START Input data

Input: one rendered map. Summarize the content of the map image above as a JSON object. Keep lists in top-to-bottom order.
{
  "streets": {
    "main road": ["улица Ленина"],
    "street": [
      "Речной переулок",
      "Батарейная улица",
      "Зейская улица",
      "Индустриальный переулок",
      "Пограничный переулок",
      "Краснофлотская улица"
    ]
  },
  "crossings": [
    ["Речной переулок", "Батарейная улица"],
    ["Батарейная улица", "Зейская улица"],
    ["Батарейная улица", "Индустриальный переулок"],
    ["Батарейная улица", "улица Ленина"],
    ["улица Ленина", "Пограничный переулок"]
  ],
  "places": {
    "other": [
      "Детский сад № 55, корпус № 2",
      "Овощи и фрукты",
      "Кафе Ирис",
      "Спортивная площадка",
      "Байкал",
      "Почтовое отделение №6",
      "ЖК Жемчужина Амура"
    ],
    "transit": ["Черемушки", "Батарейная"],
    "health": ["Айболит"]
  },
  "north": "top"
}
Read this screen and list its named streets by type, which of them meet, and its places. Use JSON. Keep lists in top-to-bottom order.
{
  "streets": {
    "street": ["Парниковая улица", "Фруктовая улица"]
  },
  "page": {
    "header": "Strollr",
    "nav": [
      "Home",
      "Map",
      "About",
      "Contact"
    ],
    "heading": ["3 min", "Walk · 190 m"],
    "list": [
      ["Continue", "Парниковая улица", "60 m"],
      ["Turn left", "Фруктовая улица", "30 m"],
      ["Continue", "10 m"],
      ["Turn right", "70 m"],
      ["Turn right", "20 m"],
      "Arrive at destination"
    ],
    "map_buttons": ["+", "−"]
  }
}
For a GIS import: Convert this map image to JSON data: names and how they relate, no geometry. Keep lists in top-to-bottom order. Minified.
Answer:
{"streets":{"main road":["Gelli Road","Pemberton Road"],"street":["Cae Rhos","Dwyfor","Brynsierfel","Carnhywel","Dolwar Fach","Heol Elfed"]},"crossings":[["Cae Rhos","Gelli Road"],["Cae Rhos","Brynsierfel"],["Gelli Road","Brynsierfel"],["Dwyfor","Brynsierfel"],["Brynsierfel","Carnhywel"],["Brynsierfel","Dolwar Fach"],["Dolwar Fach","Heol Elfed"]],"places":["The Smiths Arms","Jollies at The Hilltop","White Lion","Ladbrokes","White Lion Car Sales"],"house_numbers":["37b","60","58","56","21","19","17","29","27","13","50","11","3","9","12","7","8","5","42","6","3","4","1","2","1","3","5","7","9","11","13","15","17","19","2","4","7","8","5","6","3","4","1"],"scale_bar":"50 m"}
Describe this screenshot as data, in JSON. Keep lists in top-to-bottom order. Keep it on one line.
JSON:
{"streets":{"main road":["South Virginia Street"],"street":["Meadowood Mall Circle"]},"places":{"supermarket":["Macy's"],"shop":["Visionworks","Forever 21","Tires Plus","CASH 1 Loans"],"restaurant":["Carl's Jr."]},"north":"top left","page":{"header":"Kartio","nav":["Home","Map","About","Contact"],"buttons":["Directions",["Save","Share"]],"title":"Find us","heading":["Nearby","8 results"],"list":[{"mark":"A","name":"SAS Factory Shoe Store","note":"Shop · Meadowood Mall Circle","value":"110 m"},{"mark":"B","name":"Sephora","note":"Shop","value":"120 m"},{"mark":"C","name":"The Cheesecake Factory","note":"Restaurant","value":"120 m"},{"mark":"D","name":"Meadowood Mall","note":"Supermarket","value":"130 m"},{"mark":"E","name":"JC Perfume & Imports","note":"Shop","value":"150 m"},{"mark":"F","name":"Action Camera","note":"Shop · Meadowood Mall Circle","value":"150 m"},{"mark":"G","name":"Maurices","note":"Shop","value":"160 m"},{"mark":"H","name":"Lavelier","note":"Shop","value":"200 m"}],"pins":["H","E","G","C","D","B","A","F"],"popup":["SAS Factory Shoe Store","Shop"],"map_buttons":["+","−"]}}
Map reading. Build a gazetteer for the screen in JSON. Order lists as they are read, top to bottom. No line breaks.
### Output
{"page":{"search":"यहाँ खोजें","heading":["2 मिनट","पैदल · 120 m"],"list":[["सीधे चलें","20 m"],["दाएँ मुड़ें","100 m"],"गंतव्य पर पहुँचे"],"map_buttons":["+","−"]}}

END Input data

- Required work -
Gather each line of the records holding the string "they".

- Exercise solution -
For a GIS import: Convert this map image to JSON data: names and how they relate, no geometry. Keep lists in top-to-bottom order. Minified.
Map reading. Build a gazetteer for the screen in JSON. Order lists as they are read, top to bottom. No line breaks.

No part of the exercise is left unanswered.